Dive Brief:
- Snowflake will block and no longer allow customers to access their Snowflake environments using single-factor authentication passwords by November 2025, the company said earlier this month.
- The policy change will take effect in phases, impacting sign-ins for account containers, user objects, human users and service users over an eight-month period starting in April 2025. Snowflake declined to answer questions about customer multifactor authentication adoption or how many customers currently access their environments with single-factor authentication.
- “Our goal is to help drive the improvement of our customers’ security posture by providing strong authentication options and ultimately sunsetting the legacy authentication methods — raising the bar for the industry,” Snowflake CISO Brad Jones said Monday via email.
Dive Insight:
Snowflake’s password-policy change will kick off one year after a wave of attacks hit more than 100 Snowflake customer environments that were not configured with MFA.
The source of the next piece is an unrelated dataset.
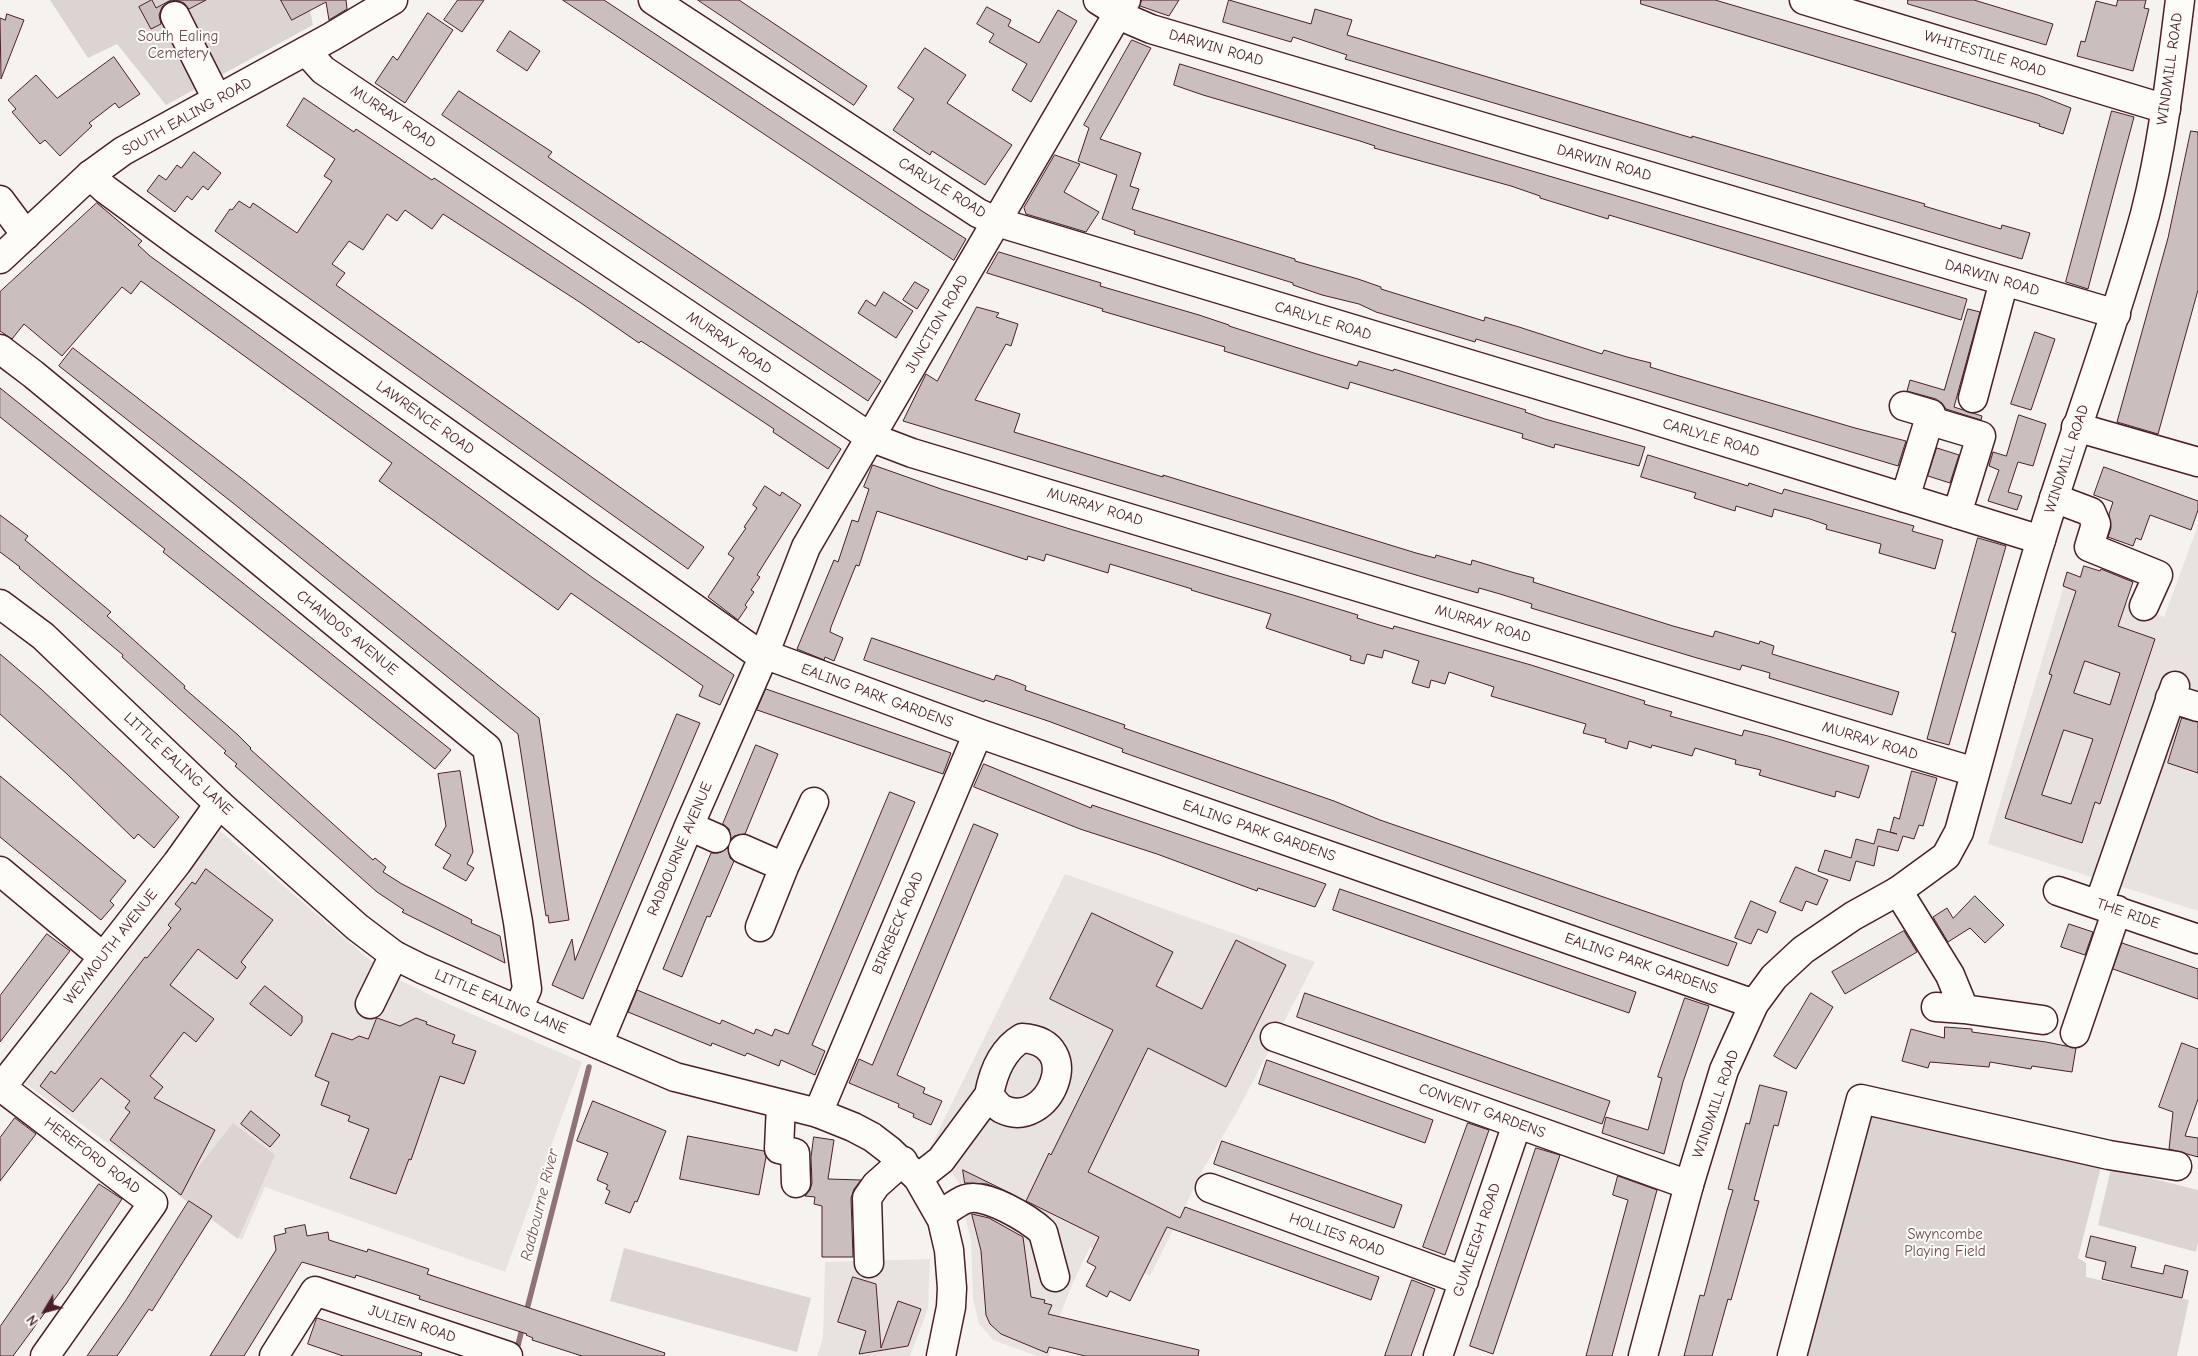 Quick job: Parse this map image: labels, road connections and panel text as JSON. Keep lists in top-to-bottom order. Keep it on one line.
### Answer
{"streets":{"street":["DARWIN ROAD","WHITESTILE ROAD","WINDMILL ROAD","SOUTH EALING ROAD","MURRAY ROAD","CARLYLE ROAD","JUNCTION ROAD","LAWRENCE ROAD","CHANDOS AVENUE","EALING PARK GARDENS","LITTLE EALING LANE","RADBOURNE AVENUE","THE RIDE","BIRKBECK ROAD","WEYMOUTH AVENUE","CONVENT GARDENS","HEREFORD ROAD","HOLLIES ROAD","GUMLEIGH ROAD","JULIEN ROAD"]},"crossings":[["DARWIN ROAD","WINDMILL ROAD"],["DARWIN ROAD","JUNCTION ROAD"],["WHITESTILE ROAD","WINDMILL ROAD"],["WINDMILL ROAD","MURRAY ROAD"],["WINDMILL ROAD","CARLYLE ROAD"],["WINDMILL ROAD","EALING PARK GARDENS"],["WINDMILL ROAD","CONVENT GARDENS"],["SOUTH EALING ROAD","MURRAY ROAD"],["SOUTH EALING ROAD","LAWRENCE ROAD"],["MURRAY ROAD","JUNCTION ROAD"],["CARLYLE ROAD","JUNCTION ROAD"],["JUNCTION ROAD","LAWRENCE ROAD"],["JUNCTION ROAD","EALING PARK GARDENS"],["JUNCTION ROAD","RADBOURNE AVENUE"],["LAWRENCE ROAD","EALING PARK GARDENS"],["LAWRENCE ROAD","RADBOURNE AVENUE"],["CHANDOS AVENUE","LITTLE EALING LANE"],["EALING PARK GARDENS","RADBOURNE AVENUE"],["EALING PARK GARDENS","BIRKBECK ROAD"],["LITTLE EALING LANE","RADBOURNE AVENUE"],["LITTLE EALING LANE","BIRKBECK ROAD"],["LITTLE EALING LANE","WEYMOUTH AVENUE"],["WEYMOUTH AVENUE","HEREFORD ROAD"],["CONVENT GARDENS","GUMLEIGH ROAD"],["HOLLIES ROAD","GUMLEIGH ROAD"]],"water":["Radbourne River"],"parks":["South Ealing Cemetery","Swyncombe Playing Field"],"north":"bottom left"} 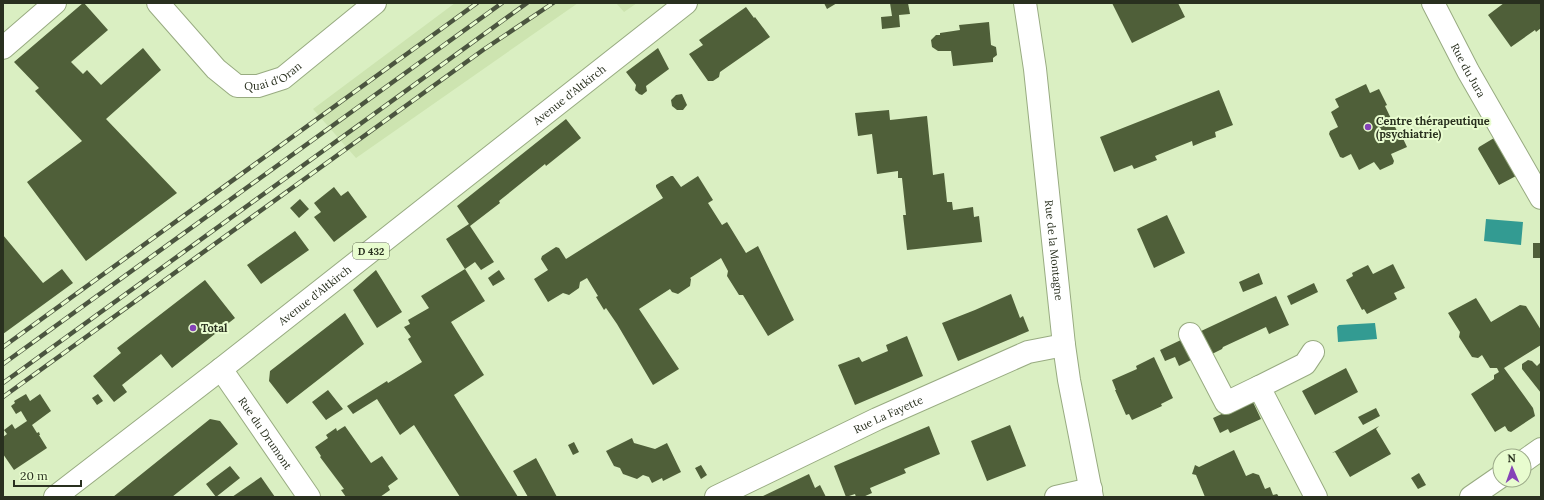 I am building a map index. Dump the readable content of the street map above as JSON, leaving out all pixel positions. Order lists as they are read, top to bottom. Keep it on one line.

The widely recommended security control, a central tenet of the Cybersecurity and Infrastructure Security Agency’s voluntary secure by design pledge, which Snowflake signed in late July.
MFA was enabled by default for all newly created Snowflake accounts starting in October.
Snowflake positioned the new authentication policy as part of its commitment to CISA’s secure by design pledge.
The default authentication requirements will occur in three phases:
- In April, human users on accounts without a customized authentication policy will be required to enroll in MFA the next time they sign into Snowflake using a password.
- In August, Snowflake will require MFA for all password-based sign-ins for human users, regardless of any custom authentication policy in place.
- By November, Snowflake will block all password-based sign-in attempts to Snowflake using single-factor authentication. This will impact all human users that use interactive login and service users that use programmatic access.
Snowflake said the new policy doesn’t apply to customers using key-pair authentication or single sign-on users using the open standard security assertion markup language or OAuth.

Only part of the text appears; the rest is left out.